Repository files navigation

pqview

This package reports statistics on the make-up of Parquet files. These reports are meant to be human-friendly rather than machine-readable.

Commands Available

$ python3 ~/pqview/main.py \
    --help
 Usage: main.py [OPTIONS] COMMAND [ARGS]...

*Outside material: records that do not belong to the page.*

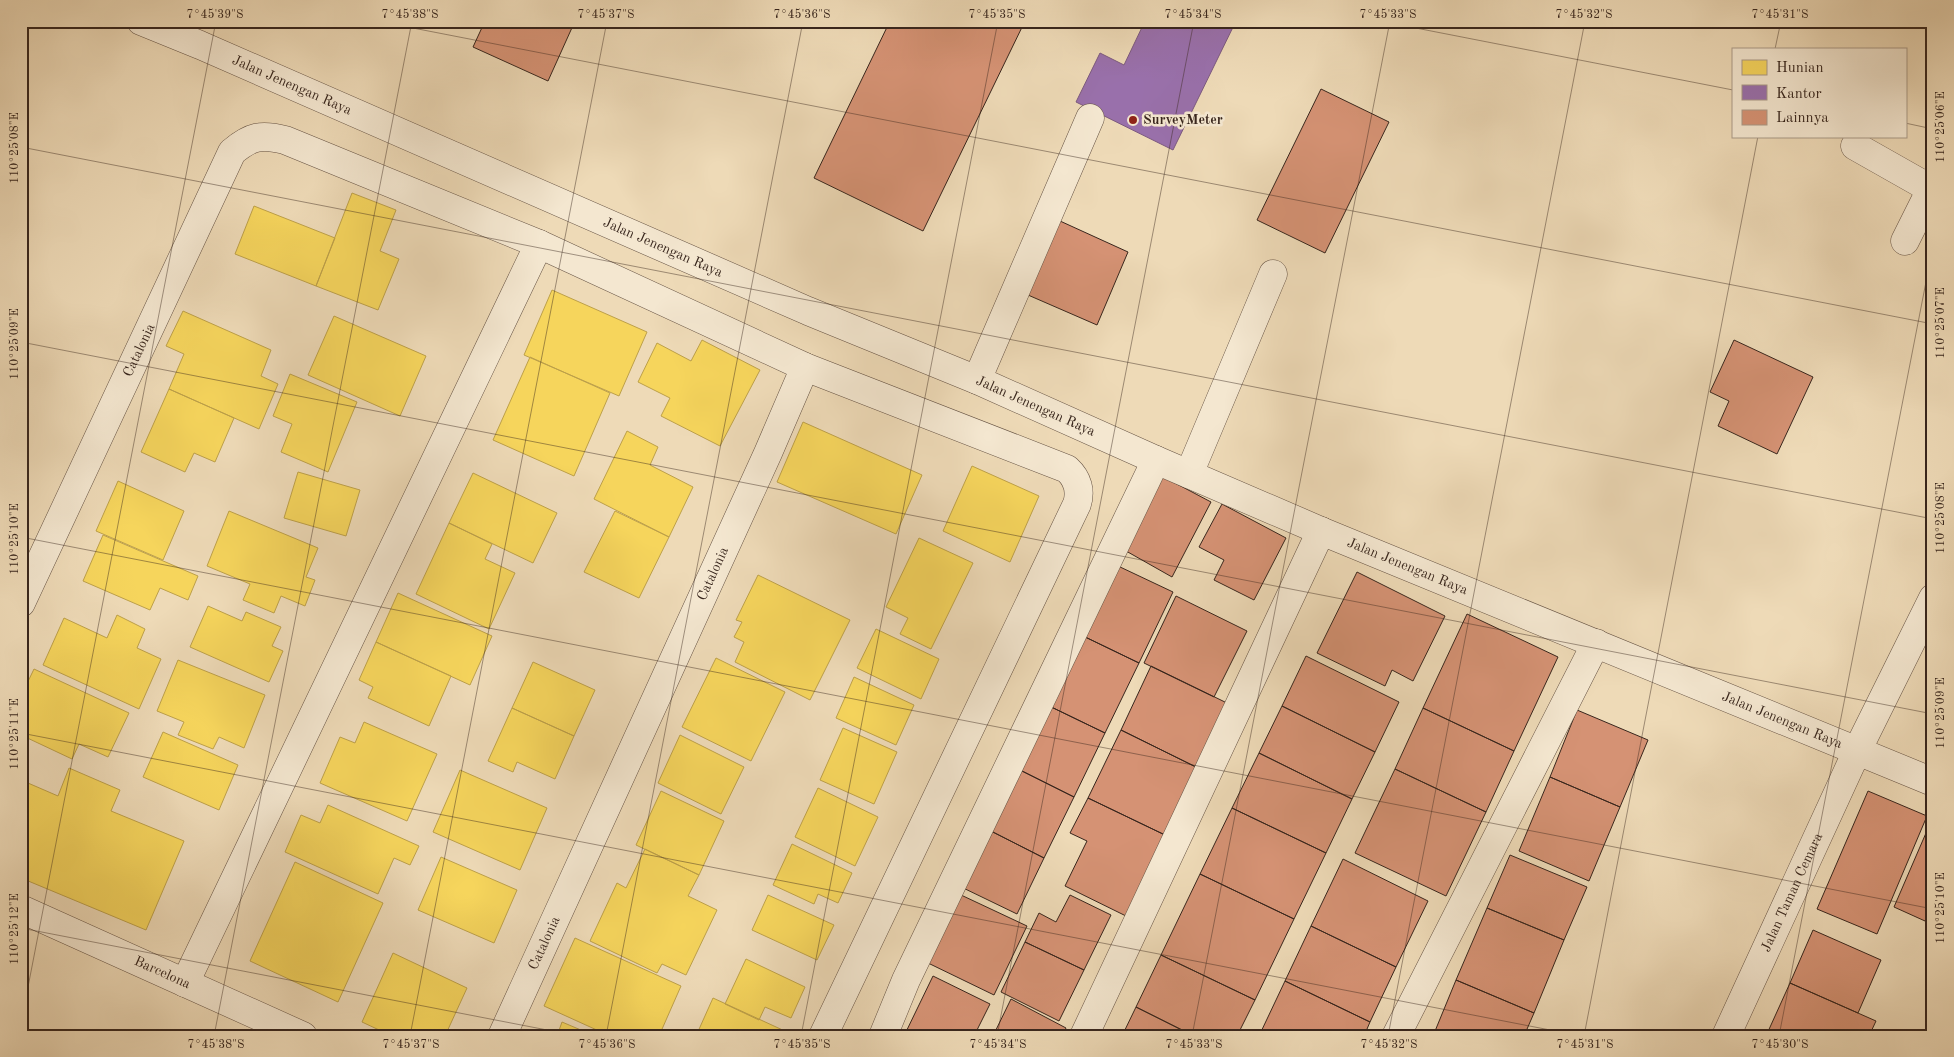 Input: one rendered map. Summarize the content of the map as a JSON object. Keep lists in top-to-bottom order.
{
  "streets": {
    "street": [
      "Jalan Jenengan Raya",
      "Catalonia",
      "Jalan Taman Cemara",
      "Barcelona"
    ]
  },
  "crossings": [
    ["Jalan Jenengan Raya", "Jalan Taman Cemara"]
  ],
  "places": ["SurveyMeter"],
  "legend": ["Hunian", "Kantor", "Lainnya"],
  "coordinates": [
    "7°45'39\"S",
    "7°45'38\"S",
    "7°45'37\"S",
    "7°45'36\"S",
    "7°45'35\"S",
    "7°45'34\"S",
    "7°45'33\"S",
    "7°45'32\"S",
    "7°45'31\"S",
    "110°25'06\"E",
    "110°25'08\"E",
    "110°25'07\"E",
    "110°25'09\"E",
    "110°25'10\"E",
    "110°25'11\"E",
    "110°25'12\"E",
    "7°45'30\"S"
  ]
}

╭─ Options ────────────────────────────────────────────────────────╮
│ --install-complet…        [bash|zsh|fish|po  Install completion  │
│                           wershell|pwsh]     for the specified   │
│                                              shell.              │
│                                              [default: None]     │
│ --show-completion         [bash|zsh|fish|po  Show completion for │
│                           wershell|pwsh]     the specified       │
│                                              shell, to copy it   │
│                                              or customize the    │
│                                              installation.       │
│                                              [default: None]     │
│ --help                                       Show this message   │
│                                              and exit.           │
╰──────────────────────────────────────────────────────────────────╯
╭─ Commands ───────────────────────────────────────────────────────╮
│ minmax            Minimum and maximum values of a column's       │
│                   row-groups                                     │
│ most-compressed   Most-compressed column in any one row-group    │
│ overall           Statistics on the overall file                 │
│ ratios            Compression ratios of each column by row-group │
│ ratios-by-column  Compression ratios of each column by row-group │
│ row-groups        Number of records per row-group                │
│ schemes           Every compression scheme used                  │
│ sizes             Disk space consumption of each column in       │
│                   compressed form                                │
│ types             Disk space consumption of each data type in    │
│                   compressed form                                │
╰──────────────────────────────────────────────────────────────────╯

Installation

If you are running Ubuntu 20.04 LTS or newer, the following will install the latest stable version of git and Python.

$ sudo apt update
$ sudo apt install \
    awscli \
    git \
    python3-pip \
    python3-virtualenv

If you want to run this software on macOS instead, after installing brew, a popular command-line package manager for macOS, run the following.

$ brew install \
    awscli \
    git \
    virtualenv \
    wget

Clone the repository:

$ git clone https://github.com/marklit/pqview ~/pqview

Then set up a virtual environment for pqview. The virtual environment will ensure its Python dependencies won't interfere with other Python-based projects on your system.

$ virtualenv ~/.pqview
$ source ~/.pqview/bin/activate
$ python3 -m pip install -r ~/pqview/requirements.txt

Example Usage

The following will download a few example Parquet files.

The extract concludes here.